Camille Rankine earned a bachelor’s at Harvard University and an MFA at Columbia University. She is the author of the poetry collection Incorrect Merciful Impulses (Copper Canyon, 2015) and the chapbook Slow Dance with Trip Wire (2011), which was chosen by poet Cornelius Eady for the Poetry Society of America’s New York Chapbook Fellowship. Rankine’s honors include a “Discovery”/Boston Review Poetry Prize, a MacDowell Colony Fellowship, and an honorary Cave Canem Fellowship. She has served on the staff of the Cave Canem Foundation. She is an assistant professor at Carnegie Mellon University, serves as editorial director for the online literary journal The Manhattanville Review, and sings with the band Miru Mir.
The Winston Foundation grant also funds a reading by the Ben Belitt Distinguished Visiting Writer Jia Tolentino scheduled for 7:00 pm on Wednesday, March 27 at Tishman Lecture Hall on the Bennington College Campus, and a full-term, 4000-level course, Hearing Voices: A Master Class in Literary Journalism, taught by Tolentino this term.
In addition, while at Bennington, Tolentino will also be judging the winners of the Winston Foundation-funded Ben Belitt Prize for Undergraduate Writing, which is new this year. The contest will award three prizes of $1,000 to the best work of poetry, fiction, creative nonfiction or hybrid work written by a current undergraduate student at Bennington. Winners of the first Ben Belitt Prizes will be announced in May.

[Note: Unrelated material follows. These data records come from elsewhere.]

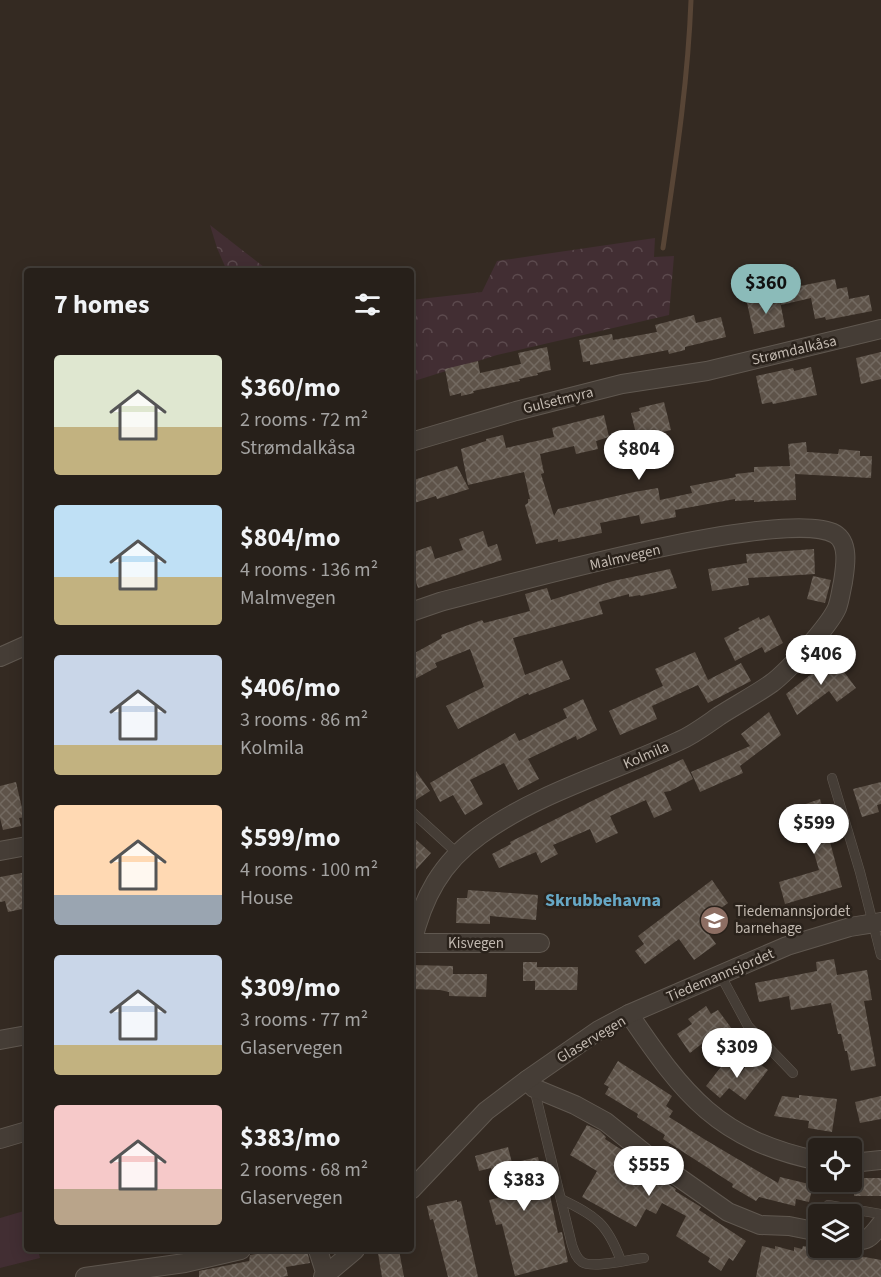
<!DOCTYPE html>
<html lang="en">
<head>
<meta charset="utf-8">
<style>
  body { margin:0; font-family:"Source Sans 3",sans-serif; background:#2f2823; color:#f1f3f6; height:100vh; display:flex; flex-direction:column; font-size:22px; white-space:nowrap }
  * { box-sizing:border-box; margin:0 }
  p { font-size:20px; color:#a4a3a2 }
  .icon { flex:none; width:33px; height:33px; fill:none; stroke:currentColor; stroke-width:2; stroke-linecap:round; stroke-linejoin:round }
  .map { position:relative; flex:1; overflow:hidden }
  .side { position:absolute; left:24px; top:268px; width:390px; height:984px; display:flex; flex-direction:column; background:#27201a; border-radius:6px; box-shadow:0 3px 15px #0003,0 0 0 2px #433e39 }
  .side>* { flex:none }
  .fabs { position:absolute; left:808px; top:1138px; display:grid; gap:12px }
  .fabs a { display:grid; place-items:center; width:54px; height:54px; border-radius:6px; background:#27201a; box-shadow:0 3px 15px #0003,0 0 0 2px #433e39; font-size:30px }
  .price { position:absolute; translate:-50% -51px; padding:0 14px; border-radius:21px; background:#fff; color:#222; font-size:20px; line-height:39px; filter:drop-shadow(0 2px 3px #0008) }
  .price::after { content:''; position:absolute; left:50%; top:36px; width:18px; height:14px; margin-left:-9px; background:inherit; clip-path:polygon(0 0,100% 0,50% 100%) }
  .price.selected { background:#8bbbb9; color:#111 }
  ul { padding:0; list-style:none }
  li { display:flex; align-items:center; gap:18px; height:150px; padding:0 30px }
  li span { display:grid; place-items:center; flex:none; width:168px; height:120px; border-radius:6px; color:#555 }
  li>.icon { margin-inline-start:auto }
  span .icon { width:72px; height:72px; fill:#fffc; stroke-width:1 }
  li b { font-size:26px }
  h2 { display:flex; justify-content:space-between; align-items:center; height:72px; padding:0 30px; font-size:26px }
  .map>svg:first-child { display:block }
</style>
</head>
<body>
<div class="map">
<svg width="881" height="1277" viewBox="0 0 881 1277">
  <defs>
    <pattern id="forest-crowns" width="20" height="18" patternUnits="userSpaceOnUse" patternTransform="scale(1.5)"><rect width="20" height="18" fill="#422e33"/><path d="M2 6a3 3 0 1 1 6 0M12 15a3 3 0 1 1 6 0" fill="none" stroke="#5c4a4e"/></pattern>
    <pattern id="building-cross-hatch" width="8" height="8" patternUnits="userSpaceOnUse" patternTransform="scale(1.5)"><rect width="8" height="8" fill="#5e5349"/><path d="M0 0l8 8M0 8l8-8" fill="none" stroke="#736a61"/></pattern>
  </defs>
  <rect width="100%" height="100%" fill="#342a22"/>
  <!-- forest -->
  <g fill="url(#forest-crowns)">
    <path d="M210,225L269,271H227L217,248Z"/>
    <path d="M655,238L654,257L674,256L669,315L497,355L411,382V300L482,292L497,261Z"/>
  </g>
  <!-- garden -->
  <path fill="#422e33" d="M27,1210V1250H38L40,1258L0,1268V1218Z"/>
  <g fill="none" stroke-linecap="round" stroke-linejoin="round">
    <!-- stream -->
    <path stroke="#584536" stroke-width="5" d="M663,248C675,166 688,83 691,0"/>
  </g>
  <!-- building -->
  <g fill="url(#building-cross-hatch)">
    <path d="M835,279L837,289L847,287L849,299L869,295L872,311L826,320L825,317L815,319L811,298L781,305L776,286L794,282L795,287Z"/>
    <path d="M779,296L785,327L754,334L747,303Z"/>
    <path d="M694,315L696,323L721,317L726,337L685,347V350L669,354L668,350L590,365V361L583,362L579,340L612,334L613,340L657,332L655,325Z"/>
    <path d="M547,347L551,370L537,373L538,375L519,379L520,381L473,391L474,393L461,396V393L450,396L445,369L478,361L480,373L521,364L518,353Z"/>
    <path d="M881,352V379L861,384L856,358Z"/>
    <path d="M811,367L817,395L773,404L772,402L762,404L756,376L793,368L794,371Z"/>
    <path d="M664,402L671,430L637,438L631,413L640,411L639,408Z"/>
    <path d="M604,415L609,437L596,441L598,449L576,454L574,446L540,454L544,473L541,474L554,516L558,509L634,492L658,488L660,500L692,493L690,486L736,477L735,474L754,472V467L790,466L788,444L806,442L807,452L838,454L839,449L860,451V456H872L871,478L795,474L796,500L754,502V500L735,501V499L675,510L676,517L641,524L639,515L600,523L602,533L558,542V539L536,544L525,505L528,503V499H530L524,472L468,485L461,449L486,441V439L503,435L506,448L554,437L552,428Z"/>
    <path d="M457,466L469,489L437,499L436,496L411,504V481Z"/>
    <path d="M483,531L488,547L497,544L502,560L418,588L411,567V553L431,546L435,559L463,550L459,539Z"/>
    <path d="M814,549L815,574L748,578L749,585L712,591L708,569L747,563L746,554Z"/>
    <path d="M670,569L677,588L641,596L640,595L629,597V594L599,602L603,614L513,638L525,675L562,660L570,679L529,695L528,693L458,729L446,706L484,687L470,649L435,663L437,667L411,681V655L442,638L441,635L482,620L484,623L530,611L525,594L547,588L551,600L613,581Z"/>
    <path d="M813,576L831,580L825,603L807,599Z"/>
    <path d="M769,615L783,643L765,653L762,647L735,661L724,638L740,630L738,628L759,617L760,620Z"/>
    <path d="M695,652L708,680L741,663L751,681L708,703L698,685L652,706L657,719L620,735L609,711L663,686L655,669Z"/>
    <path d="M833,657L856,688L837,702L829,691L797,715L786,694Z"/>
    <path d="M583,699L597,730L577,740L576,736L528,759L539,779L518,790L504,763L470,780L483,804L465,815L453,795L440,802L430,783L515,733L519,741L567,718L563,709Z"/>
    <path d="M769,712L781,735L740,766L743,773L700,792L691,772L750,746L741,734Z"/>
    <path d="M683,759L693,779L670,791L664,792L672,810L654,818L646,800L610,816L618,833L596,843L590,829L553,845L558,854L541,863L536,852L499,868L492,854L511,844L510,842L616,789Z"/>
    <path d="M411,764L430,791L411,803Z"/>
    <path d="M16,782L24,817L19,818L21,826L3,830L0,818V786Z"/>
    <path d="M881,782V804L877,805L879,812L862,817L853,789Z"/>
    <path d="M820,799L823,809L830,807L835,824L828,826L832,841L830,842L842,887L785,904L779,882L819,870L806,826L797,829L791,809Z"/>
    <path d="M411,835L431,853L411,875Z"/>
    <path d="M27,872V908L8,912L5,901L0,902V877Z"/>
    <path d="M712,880L728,903L701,923L716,944L694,960L679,939L645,964L635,951L644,944L638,936Z"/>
    <path d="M468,890L538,895L536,920L490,916V924L456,923L457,898H467Z"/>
    <path d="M834,959L837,975L867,970L872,1000L864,1001L876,1066L851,1071L847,1051H845L841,1034H838L831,1003L791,1010L789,996L759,1002L755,983L817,971L816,962Z"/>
    <path d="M523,962H537V967H578L577,990H535V981H523Z"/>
    <path d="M411,965L453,966V974H487L486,997L449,996V992L440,990L411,989Z"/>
    <path d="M706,1006L711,1014L718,1010L732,1029L708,1047L704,1042L690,1053L677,1034L692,1024L688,1019Z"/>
    <path d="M728,1058L741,1073L752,1058L768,1070L745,1100L729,1088L720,1098L706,1086Z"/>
    <path d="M618,1061L672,1096L666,1106L673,1111L669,1117L704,1139L778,1183L780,1177L813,1185L809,1202L796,1199L795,1206L759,1197L756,1201L732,1187L733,1184L663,1139L665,1135L637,1117L638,1114L605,1094L609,1087L604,1084Z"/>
    <path d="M799,1095L837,1099L832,1132L808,1128L809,1121L774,1116L782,1096L799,1098Z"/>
    <path d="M881,1096V1119L860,1123L855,1102Z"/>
    <path d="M587,1125L600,1131L606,1137L605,1139L625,1152L640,1164L639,1166L663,1180L676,1189L675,1191L701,1207L699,1210L746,1241L733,1261L729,1258L721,1271L708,1262L710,1258L676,1236L686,1216L662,1203L656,1214L646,1209L636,1227L582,1197L597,1171L570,1155Z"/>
    <path d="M508,1147L512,1163L538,1157L545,1187L548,1186L558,1233L562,1232L568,1262L515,1276L502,1224L496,1225L489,1200L498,1198L491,1168L479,1171L475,1156Z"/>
    <rect x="854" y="1178" width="27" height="18"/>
    <path d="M457,1200V1202L461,1201L478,1277H448L433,1219L430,1220L427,1206Z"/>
    <path d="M762,1246L775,1249V1246L794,1251V1247L802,1249L803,1246L859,1258V1256L881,1260V1277H756Z"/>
    <path d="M260,1250H307L310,1263L286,1267L288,1276L281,1277H199V1271L249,1261L250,1255L261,1253Z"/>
    <path d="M399,1250L404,1277H382L378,1253Z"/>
  </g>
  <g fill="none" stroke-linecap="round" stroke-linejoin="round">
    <defs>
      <g id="lane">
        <path d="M832,778L860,872L881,955"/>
        <path d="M411,811L457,853"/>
        <path d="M721,976L748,1026L793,1073"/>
        <path d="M534,1088L572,1245C574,1251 576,1258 582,1262C593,1269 630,1259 644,1258"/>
        <path d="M561,1199C596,1216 607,1223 621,1261"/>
        <path d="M828,1205L881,1214"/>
      </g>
      <g id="street">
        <path d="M411,442L516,411L622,384L707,371L881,329"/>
        <path d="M411,612L440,602C506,585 786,506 835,534C850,543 845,568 843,582C841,591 840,600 837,608C829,626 788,671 772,683C755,695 736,705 719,716C706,725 693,735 679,741C613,772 539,792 480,835C441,863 423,897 412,943"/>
        <path d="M0,657L27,645"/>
        <path d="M0,851L27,846"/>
        <path d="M411,943H540"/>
        <path d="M629,1014C684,1095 718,1140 819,1161"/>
        <path d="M0,1040L27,1035"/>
        <path d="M527,1080L534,1088L575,1105L606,1122L647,1155L728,1212L760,1225L789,1226L819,1232"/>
        <path d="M0,1139L27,1131"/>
        <path d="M852,1163L881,1160"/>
        <path d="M411,1190L486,1111L527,1080L599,1030L629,1014L787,946L850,927L881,922"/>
        <path d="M852,1240C869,1242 871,1236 881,1224"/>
        <path d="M318,1250L326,1275"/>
        <path d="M85,1277L185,1263L241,1250"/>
        <path d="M323,1277L355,1250"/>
      </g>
    </defs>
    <!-- lane casing -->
    <use href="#lane" stroke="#605850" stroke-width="10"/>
    <!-- street casing -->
    <use href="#street" stroke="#605850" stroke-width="20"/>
    <!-- lane -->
    <use href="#lane" stroke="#453d36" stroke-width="9"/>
    <!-- street -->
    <use href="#street" stroke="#453d36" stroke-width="18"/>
  </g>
  <!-- icons -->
  <defs>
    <symbol id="school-disc" viewBox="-11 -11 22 22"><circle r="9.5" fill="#8d6e63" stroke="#2a221b"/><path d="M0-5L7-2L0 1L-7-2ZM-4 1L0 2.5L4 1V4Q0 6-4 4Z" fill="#fff"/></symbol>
  </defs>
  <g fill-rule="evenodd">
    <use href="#school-disc" x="698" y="904" width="33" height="33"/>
  </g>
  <g text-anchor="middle" stroke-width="5" stroke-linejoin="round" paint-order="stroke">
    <!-- street labels -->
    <g font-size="15" fill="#c2b9b0" stroke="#2a221b">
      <text transform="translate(794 350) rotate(-13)" y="5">Strømdalkåsa</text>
      <text transform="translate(558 400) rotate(-14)" y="5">Gulsetmyra</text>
      <text transform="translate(625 557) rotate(-13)" y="5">Malmvegen</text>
      <text transform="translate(646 755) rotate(-23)" y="5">Kolmila</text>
      <text x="476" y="948">Kisvegen</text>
      <text transform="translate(720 975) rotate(-23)" y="5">Tiedemannsjordet</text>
      <text transform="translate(591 1039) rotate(-31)" y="5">Glaservegen</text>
    </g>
    <!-- poi labels -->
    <g font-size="15" fill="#c2b9b0" stroke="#2a221b" text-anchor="start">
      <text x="735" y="916">Tiedemannsjordet<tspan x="735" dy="17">barnehage</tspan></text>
    </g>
    <!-- quarter labels -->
    <g font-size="18" font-weight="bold" fill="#67a8c6" stroke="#2a221b">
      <text x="603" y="906">Skrubbehavna</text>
    </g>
  </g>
</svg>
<div class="fabs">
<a><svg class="icon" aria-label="locate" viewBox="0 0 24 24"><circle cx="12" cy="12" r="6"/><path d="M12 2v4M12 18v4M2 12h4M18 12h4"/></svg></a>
<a><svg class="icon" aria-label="layers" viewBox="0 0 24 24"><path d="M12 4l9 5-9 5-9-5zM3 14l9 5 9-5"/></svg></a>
</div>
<b class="price selected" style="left:766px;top:315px">$360</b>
<b class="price" style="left:639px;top:481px">$804</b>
<b class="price" style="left:821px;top:686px">$406</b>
<b class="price" style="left:814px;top:855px">$599</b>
<b class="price" style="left:737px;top:1079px">$309</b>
<b class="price" style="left:649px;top:1197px">$555</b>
<b class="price" style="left:524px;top:1212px">$383</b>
<section class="side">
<h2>7 homes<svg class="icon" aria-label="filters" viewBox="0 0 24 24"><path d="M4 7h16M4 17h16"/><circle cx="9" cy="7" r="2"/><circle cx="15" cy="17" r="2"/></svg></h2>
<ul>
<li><span style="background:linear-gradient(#dfe7d0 60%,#c2b280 0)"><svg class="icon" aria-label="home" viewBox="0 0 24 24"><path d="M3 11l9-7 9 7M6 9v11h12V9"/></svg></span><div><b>$360/mo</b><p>2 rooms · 72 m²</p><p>Strømdalkåsa</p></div></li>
<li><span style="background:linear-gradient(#bfe0f5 60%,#c2b280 0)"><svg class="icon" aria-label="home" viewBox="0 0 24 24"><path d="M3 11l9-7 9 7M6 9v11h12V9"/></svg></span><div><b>$804/mo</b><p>4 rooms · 136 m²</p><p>Malmvegen</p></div></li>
<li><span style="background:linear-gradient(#c9d6e8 75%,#c2b280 0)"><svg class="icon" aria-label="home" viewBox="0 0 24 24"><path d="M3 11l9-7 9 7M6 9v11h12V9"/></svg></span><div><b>$406/mo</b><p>3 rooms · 86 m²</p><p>Kolmila</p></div></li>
<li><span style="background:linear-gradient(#ffd9b3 75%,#9aa5b1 0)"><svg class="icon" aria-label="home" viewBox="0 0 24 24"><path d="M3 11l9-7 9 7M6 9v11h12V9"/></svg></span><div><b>$599/mo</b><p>4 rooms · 100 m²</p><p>House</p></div></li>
<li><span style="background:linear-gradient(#c9d6e8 75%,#c2b280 0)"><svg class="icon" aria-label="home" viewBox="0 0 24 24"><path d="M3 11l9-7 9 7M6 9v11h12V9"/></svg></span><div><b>$309/mo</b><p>3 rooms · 77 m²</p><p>Glaservegen</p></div></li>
<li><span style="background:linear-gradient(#f6c9c9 70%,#b9a48a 0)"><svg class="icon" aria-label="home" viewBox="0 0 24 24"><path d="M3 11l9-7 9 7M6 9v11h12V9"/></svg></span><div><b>$383/mo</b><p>2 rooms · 68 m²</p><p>Glaservegen</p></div></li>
</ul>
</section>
</div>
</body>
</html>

The Winston Foundation is based in New York City and supports higher education, including medical education, as well as hospitals and cultural programs.
The programs are named in memory of Ben Belitt, an American poet and translator who was a professor of comparative literature at Bennington for nearly fifty years. Belitt published eight books of poems, two books of essays, and numerous translations, notably of the Spanish-language poets Jorge Luis Borges, Federico García Lorca, and Pablo Neruda. This Scribe, My Hand, his complete poems, was published in 1998. The visitorship serves to enhance instruction at the college through programming that embodies the spirit of Belitt’s legacy as a poet, a literary translator, and an educator.